Addison: Glad to be here.
Cohen: So let’s get started with what you’ve been in the news for a little bit recently, which is that in November you introduced a package of resolutions and ordinances in Richmond that you called Streets for All. So maybe introduce our audience to what’s in that package and what led to the introduction of it.
Addison: Yeah, so I put together over the past probably two years a list of all the improvements we can make as a city to make our streets safe for all. And by safe for all I mean for pedestrians, cyclists, cars, buses, mass transit, trying to incorporate as many things as possible that helps us either design better, safer streets and also enforce and protect the laws that are there to make us safe.

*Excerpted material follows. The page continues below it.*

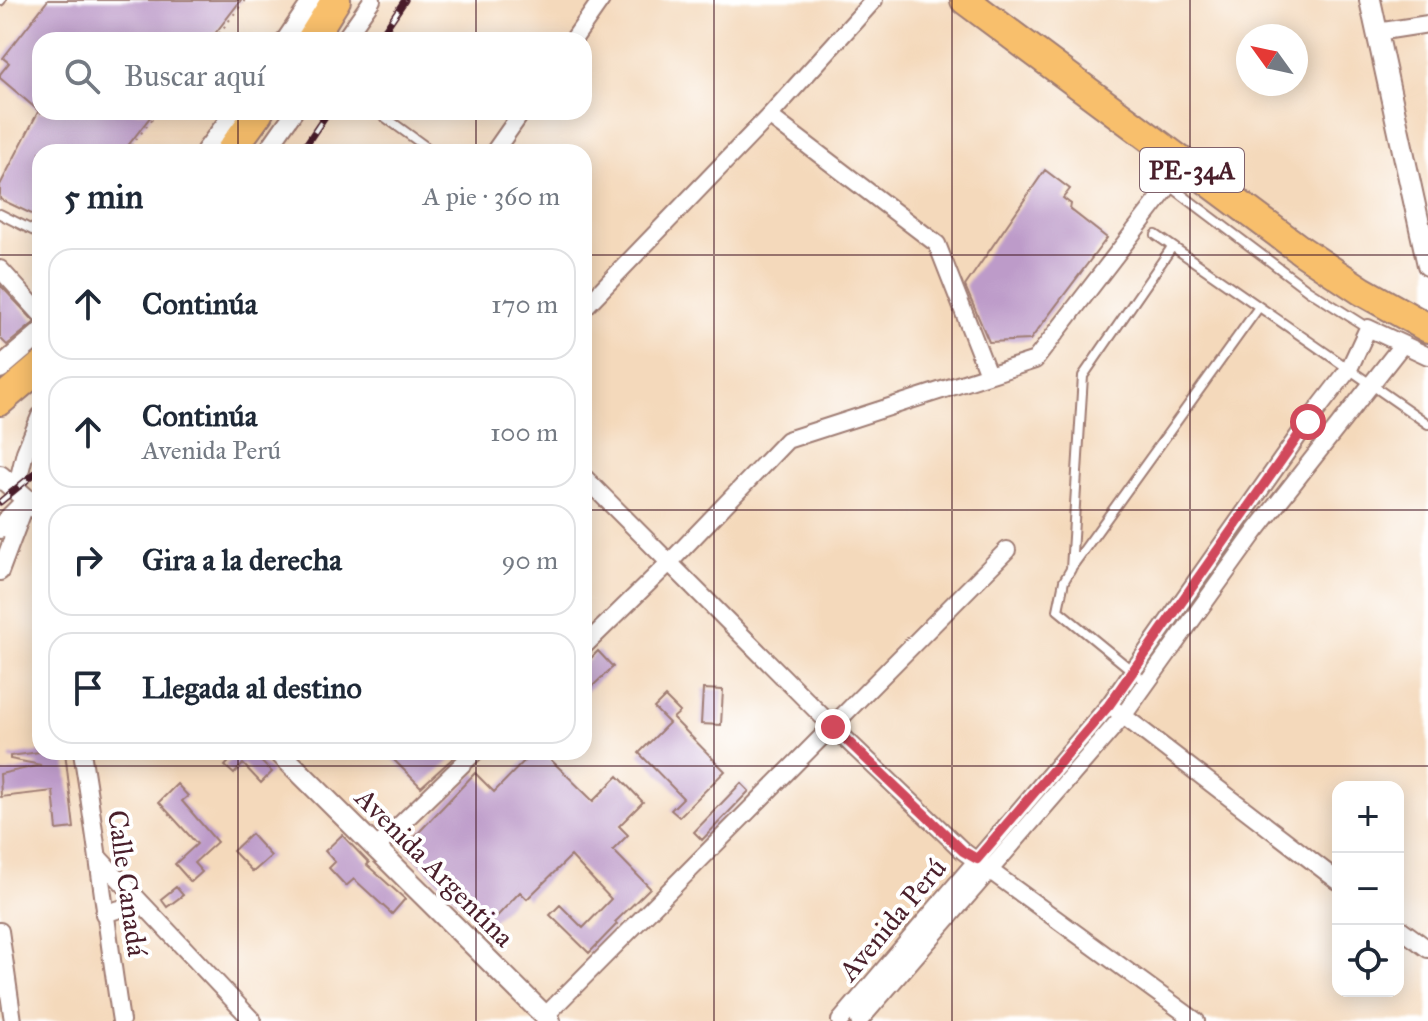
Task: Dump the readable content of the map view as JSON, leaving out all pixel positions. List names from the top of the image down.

And also, I think, too is with more around the 28 items that were kind of outlined in my package, my omnibus bill of sorts, was really focused on trying to create the organizational change to support this outcome of Vision Zero, Complete Streets, and other aspects of really making our streets safer for everybody.
Included in this, our full-time Vision Zero coordinator position, we’re trying to work on some reassessments of our sustainability for our transit use goals, I think, especially using the connectivity of multimodal, whether it be bike trails, bike paths, bus stops, our new bus rapid transit line, etcetera, and working better in collaboration with our transit company. But also I think ultimately at the end of the day reclaiming our streets as a place for more pedestrian safety. I think reclaiming some of that visibility and improvements for yielding-first is a key priority of mine, and that changes behavior. I can do as much as I can, as I have it in my papers, around supporting policy and some positions that make our streets safer, but what it really comes down to is changing driver behavior and changing the cyclist behavior, etcetera.
Cohen: Sure. Yeah. I want to dig into that a little bit. So you touched on this a little bit. I mean, I think there’s a lot of tactical changes that you suggested in these bills. It’s omnibus, and as you said it’s, I think, 30-some odd changes. So I think the tactical changes are important, but I think you touched on what I think is maybe the more challenging piece, which are the systemic and psychological changes as to how people think about transportation in the Richmond area.
So I’m curious how you’re really tackling those types of issues, because I would argue that it’s one thing to pass a bill—right—it’s one thing to kind of put the force of the city behind us. It’s another thing to really, like, kind of win the hearts and minds, if you will. So how are you going about that? That to me sounds like it’s the really tricky part.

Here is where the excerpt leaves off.